A 7-item questionnaire was used to assess whether the participants had autonomic symptoms (14). The items were as follows: postural hypotension, urinary incontinence, nocturnal diarrhea, gustatory sweating, gastric atony, hypoglycemic unawareness, and erectile dysfunction. The questions were scored according to how often the patient experienced the symptoms: 0 = never, 1 = sometimes, or 2 = often. The scores were then added to give a total ASS.

Blood Samples

Fasting blood samples were drawn both at baseline and at follow-up, and included HbA1c, S-cholesterol, triglycerides, high-density lipoprotein (HDL), and low-density lipoprotein (LDL).


Statistical calculations were performed using IBM SPSS Statistics, version 22 (SPSS Inc., Chicago, IL, USA). Variables normally distributed are presented as mean ± SD. Non-normally distributed variables are presented as median [interquartile range].

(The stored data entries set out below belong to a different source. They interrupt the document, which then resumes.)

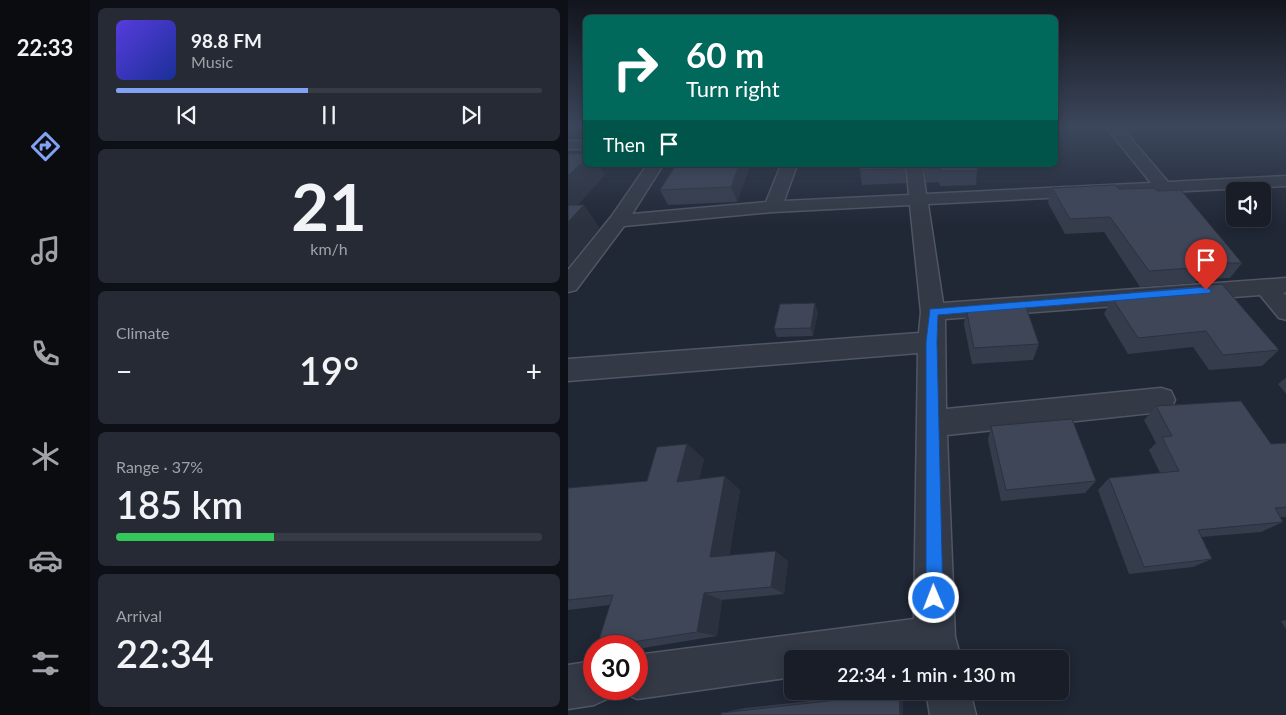 <!DOCTYPE html>
<meta charset="utf-8">
<style>
:root{--surface:#181d28;--page:#252a34;--text:#f1f3f6;--muted:#9fa2a8;--line:#363b45;--accent:#82a2f3}
body{margin:0;font-family:Lato,sans-serif;background:var(--page);color:var(--text);height:100vh;display:flex;flex-direction:column;font-size:19px;white-space:nowrap}
*{box-sizing:border-box;margin:0}
p{font-size:16px;color:var(--muted)}
.icon{flex:none;width:28px;height:28px;fill:none;stroke:currentColor;stroke-width:2;stroke-linecap:round;stroke-linejoin:round}
.map{position:relative;flex:1;overflow:hidden}
.sheet{display:flex;flex-direction:column;gap:8px;padding:8px;background:#0d1016;width:478px}
.sheet>*{flex:none}
.banner{position:absolute;left:15px;top:15px;width:475px;height:152px;border-radius:8px;box-shadow:0 2px 12px #0003,0 0 0 1px var(--line);background:#00695c;color:#fff;overflow:hidden}
.buttons{position:absolute;left:658px;top:182px;display:grid;gap:10px}
.buttons a{display:grid;place-items:center;width:45px;height:45px;border-radius:8px;background:var(--surface);box-shadow:0 2px 12px #0003,0 0 0 1px var(--line);font-size:25px}
.speed{position:absolute;left:15px;top:635px;display:flex;gap:10px;font-size:25px;font-weight:700;text-align:center}
.speed>*{display:grid;place-content:center;width:65px;height:65px;border-radius:50%;background:var(--surface);box-shadow:0 2px 12px #0003,0 0 0 1px var(--line);line-height:1}
.speed .limit{border:8px solid #d22;background:#fff;color:#111}
.pin{position:absolute;display:grid;place-items:center;width:42px;height:42px;color:#fff;margin:-51px -21px;border-radius:50% 50% 50% 0;rotate:-45deg;box-shadow:0 0 5px #0007}
.pin .icon{rotate:45deg}
.me{position:absolute;width:55px;margin:-28px;rotate:359deg;stroke-linejoin:round;filter:drop-shadow(0 0 4px #0008)}
.turn{display:flex;align-items:center;gap:18px;height:105px;padding:0 20px;font-size:22px}
.turn .icon{width:65px;height:65px;stroke-width:2.5}
.turn b{display:block;font-size:35px;line-height:42px}
.then{display:flex;align-items:center;height:48px;padding:0 20px;background:#0003;gap:10px;font-size:19px}
.big{font-size:38px;font-weight:600;line-height:1.1}
.sheet .widget{flex:1;display:flex;flex-direction:column;justify-content:center;gap:8px;min-width:0;padding:0 18px;border-radius:8px;background:var(--page)}
.sheet .dial{align-items:center;gap:0}
.dial b{font-size:65px;line-height:1}
.song{display:flex;align-items:center;gap:15px}
.cover{width:60px;height:60px;border-radius:8px;background:linear-gradient(135deg,hsl(250 70% 55%),hsl(230 70% 35%))}
.played{height:5px;border-radius:2px;background:linear-gradient(90deg,var(--accent) 45%,var(--line) 45%)}
.keys{display:flex;justify-content:space-around;direction:ltr}
.heat{display:flex;justify-content:space-between;align-items:center;font-size:28px;direction:ltr}
.charge{height:8px;border-radius:4px;background:linear-gradient(90deg,#34c759 37%,var(--line) 0)}
.trip{position:absolute;left:216px;top:650px;width:285px;height:50px;border-radius:8px;background:var(--surface);box-shadow:0 2px 12px #0003,0 0 0 1px var(--line);font-weight:600;line-height:50px;text-align:center}
main{display:flex;flex:1;min-height:0}
.dock{display:flex;flex-direction:column;width:90px;justify-content:space-around;align-items:center;background:#0a0c10;color:var(--muted)}
.dock .icon{width:35px;height:35px}
.dock .on{color:var(--accent)}
.dock b{font-size:22px;color:var(--text)}
.map>svg:first-child{display:block}
</style>
<main>
<nav class="dock">
<b>22:33</b>
<svg class="icon on" aria-label="directions" viewBox="0 0 24 24"><path d="M12 3l9 9-9 9-9-9zM9 14v-3h6M13 9l2 2-2 2"/></svg>
<svg class="icon" aria-label="music" viewBox="0 0 24 24"><path d="M9 18V5l10-2v13"/><circle cx="6" cy="18" r="3"/><circle cx="16" cy="16" r="3"/></svg>
<svg class="icon" aria-label="phone" viewBox="0 0 24 24"><path d="M5 4h4l2 5-3 2q2 4 5 5l2-3 5 2v4C11 20 4 13 5 4z"/></svg>
<svg class="icon" aria-label="climate" viewBox="0 0 24 24"><path d="M12 3v18M4 7l16 10M4 17L20 7"/></svg>
<svg class="icon" aria-label="car" viewBox="0 0 24 24"><path d="M5 17H2v-5l4-1 3-4h7l3 4 3 1v5h-3M9 17h6M6 11h13"/><circle cx="7" cy="17" r="2"/><circle cx="17" cy="17" r="2"/></svg>
<svg class="icon" aria-label="filters" viewBox="0 0 24 24"><path d="M4 7h16M4 17h16"/><circle cx="9" cy="7" r="2"/><circle cx="15" cy="17" r="2"/></svg>
</nav>
<section class="sheet">
<div class="widget">
<div class="song"><i class="cover"></i><div><b>98.8 FM</b><p>Music</p></div></div>
<div class="played"></div>
<div class="keys"><svg class="icon" aria-label="previous" viewBox="0 0 24 24"><path d="M18 5L8 12l10 7zM5 5v14"/></svg><svg class="icon" aria-label="pause" viewBox="0 0 24 24"><path d="M8 5v14M16 5v14"/></svg><svg class="icon" aria-label="next" viewBox="0 0 24 24"><path d="M6 5l10 7-10 7zM19 5v14"/></svg></div>
</div>
<div class="widget dial"><b>21</b><p>km/h</p></div>
<div class="widget"><p>Climate</p>
<div class="heat"><a>−</a><b class="big">19°</b><a>+</a></div>
</div>
<div class="widget"><p>Range · 37%</p><b class="big">185 km</b><div class="charge"></div></div>
<div class="widget"><p>Arrival</p><b class="big">22:34</b></div>
</section>
<div class="map">
<svg width="719" height="715" viewBox="0 0 719 715">
<rect width="100%" height="100%" fill="#202735"/>
<g fill="none" stroke-linecap="round" stroke-linejoin="round">
<!-- street casing -->
<g stroke="#515664" stroke-width="3">
<g id="street">
<path d="M538 127H553L600 182 719 176V186L360 204 375 303 719 278V292L715 293 719 296V320L711 318 692 295 377 319 378 409 593 388 603 391 607 400 603 409 593 412 379 435 387 637 393 659H225V677L69 699 54 692 52 689H69V655L346 619 350 353 0 381V359L351 333 353 312 342 205 205 212 56 226 8 290 0 292V270L43 217 79 165H95L64 214 198 202 213 165H229L216 201 341 195 338 165H354L358 194 583 183Z"/>
<rect x="0" y="141" width="18" height="8"/>
<path d="M26 661V689H46L41 698 26 705 0 709V665Z"/>
<path d="M358 691H402L408 715H362Z"/>
</g>
</g>
<!-- street -->
<use href="#street" fill="#333945" fill-rule="evenodd"/>
</g>
<!-- wall -->
<g fill="#353c4c">
<path d="M108 165H182L169 202 100 205 92 190Z"/>
<path d="M337 165 338 183 294 185 292 170Z"/>
<path d="M354 165H420L409 169 408 185 372 186 371 182 358 183Z"/>
<path d="M484 188 589 191 674 263 662 278 630 279 627 283 572 287 536 232 497 234 480 203Z"/>
<path d="M566 291 711 350 694 366 641 370 625 347 560 354 536 314 544 298 563 297Z"/>
<path d="M398 308 471 344 465 360 404 364 396 324Z"/>
<path d="M250 312 245 336 209 337 206 329Z"/>
<path d="M719 377V395L710 384Z"/>
<path d="M588 406 703 444 719 443V517H712L715 522 693 532 633 537 644 559 625 567 561 574 530 490 541 478 592 473 581 450 588 443 576 420Z"/>
<path d="M423 426 528 481 517 493 433 501 420 440Z"/>
<path d="M119 444 136 459 131 480 172 490 161 556 220 561 216 594 154 600 149 636 69 649V646H39L42 605 0 610V488L79 481Z"/>
<path d="M719 620V631L713 621Z"/>
<path d="M334 691 335 715H153V713L177 708Z"/>
</g>
<!-- shaded-wall -->
<g fill="#2b313e">
<path d="M18 159V165H31L37 175 0 216V176Z"/>
<path d="M171 165H182L169 202 163 187Z"/>
<path d="M404 165H420L403 171Z"/>
<path d="M16 205 32 228 0 267V222Z"/>
<path d="M247 303 250 312 245 336 243 328Z"/>
<path d="M119 444 136 459 127 496 109 482Z"/>
<path d="M157 476 172 490 160 567 142 557Z"/>
<path d="M208 551 220 561 216 594 203 587Z"/>
<path d="M136 593 154 600 149 636 129 632Z"/>
<path d="M334 691 335 715H332L331 693Z"/>
</g>
<!-- building -->
<g fill="#3e4658" stroke="#2b313e">
<path d="M0 154H18V159L0 176Z"/>
<path d="M108 165H171L163 187 92 190Z"/>
<path d="M292 165H337V169L292 170Z"/>
<path d="M358 165H408L410 171H372V168H358Z"/>
<path d="M547 185 551 189 586 188 589 191 613 190 674 263H635L638 267 581 271 542 217 502 219 484 188Z"/>
<path d="M0 205H16L0 222Z"/>
<path d="M654 284 711 350 655 355 638 331 570 338 544 298 570 297 566 291Z"/>
<path d="M247 303 243 328 206 329 212 304Z"/>
<path d="M457 304 471 344 406 348 398 308Z"/>
<path d="M673 401 703 444 719 443V507L707 508 715 522 630 530 644 559 576 567 541 478 611 471 594 437 604 436 588 406Z"/>
<path d="M504 419 528 481 438 490 423 426Z"/>
<path d="M119 444 109 482 157 476 142 557 208 551 203 587 136 593 129 632 39 646H29L45 595 0 600V488L79 481 89 447Z"/>
<path d="M331 693 332 715H153V713Z"/>
</g>
<!-- sky -->
<linearGradient id="sky" x2="0" y2="1"><stop stop-color="#12151d"/><stop offset="0.56" stop-color="#3c475c"/><stop offset="1" stop-color="#3c475c" stop-opacity="0"/></linearGradient>
<rect width="719" height="227" fill="url(#sky)"/>
<!-- route -->
<path fill="#1a73e8" stroke="#114b97" d="M638 287 643 290 642 293 370 315 369 342 375 598 372 604 366 607 360 604 358 598V342L362 309Z"/>
</svg>
<div class="buttons">
<a><svg class="icon" aria-label="sound" viewBox="0 0 24 24"><path d="M4 9h4l5-4v14l-5-4H4zM17 9q2 3 0 6"/></svg></a>
</div>
<div class="speed"><div class="limit">30</div></div>
<div class="pin" style="left:638px;top:290px;background:#d93025"><svg class="icon" aria-label="arrive" viewBox="0 0 24 24"><path d="M6 21V4h12l-3 4 3 4H6"/></svg></div>
<svg class="me" style="left:366px;top:598px" viewBox="-20 -20 40 40"><circle r="17" fill="#1a73e8" stroke="#fff" stroke-width="3"/><path d="M0-11L8 9 0 5-8 9z" fill="#fff"/></svg>
<div class="trip">22:34 · 1 min · 130 m</div>
<div class="banner">
<div class="turn"><svg class="icon" aria-label="right" viewBox="0 0 24 24"><path d="M7 20v-9h11M14 6l5 5-5 5"/></svg><div><b>60 m</b>Turn right</div></div>
<div class="then">Then<svg class="icon" aria-label="arrive" viewBox="0 0 24 24"><path d="M6 21V4h12l-3 4 3 4H6"/></svg></div>
</div>
</div>
</main>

Wilcoxon signed-ranks test was used to compare differences over time. McNemar was used to analyze difference in proportions over time. To compare groups, we used Kruskal–Wallis and the Bonferroni correction for multiple testing. Linear regression analysis was used to calculate the effect of individual variables on E/I ratio. Pearson’s correlation test was used to calculate correlation and we considered a R2 of >±0.3 significant. A p-value of <0.05 was considered statistically significant.


Study Participants

Initially, 129 participants were included. Of these, six were excluded (three had vitamin B12 or folate deficiency and three had a neurological disease) and four declined to participate. Thus, 119 participants could be included in the study. There were 39 with NGT, 29 with IGT, and 51 with T2D. In 2014, 6 were deceased and 31 chose to withdraw from the study, leaving 87 participants to be included in the follow-up (Figure 1).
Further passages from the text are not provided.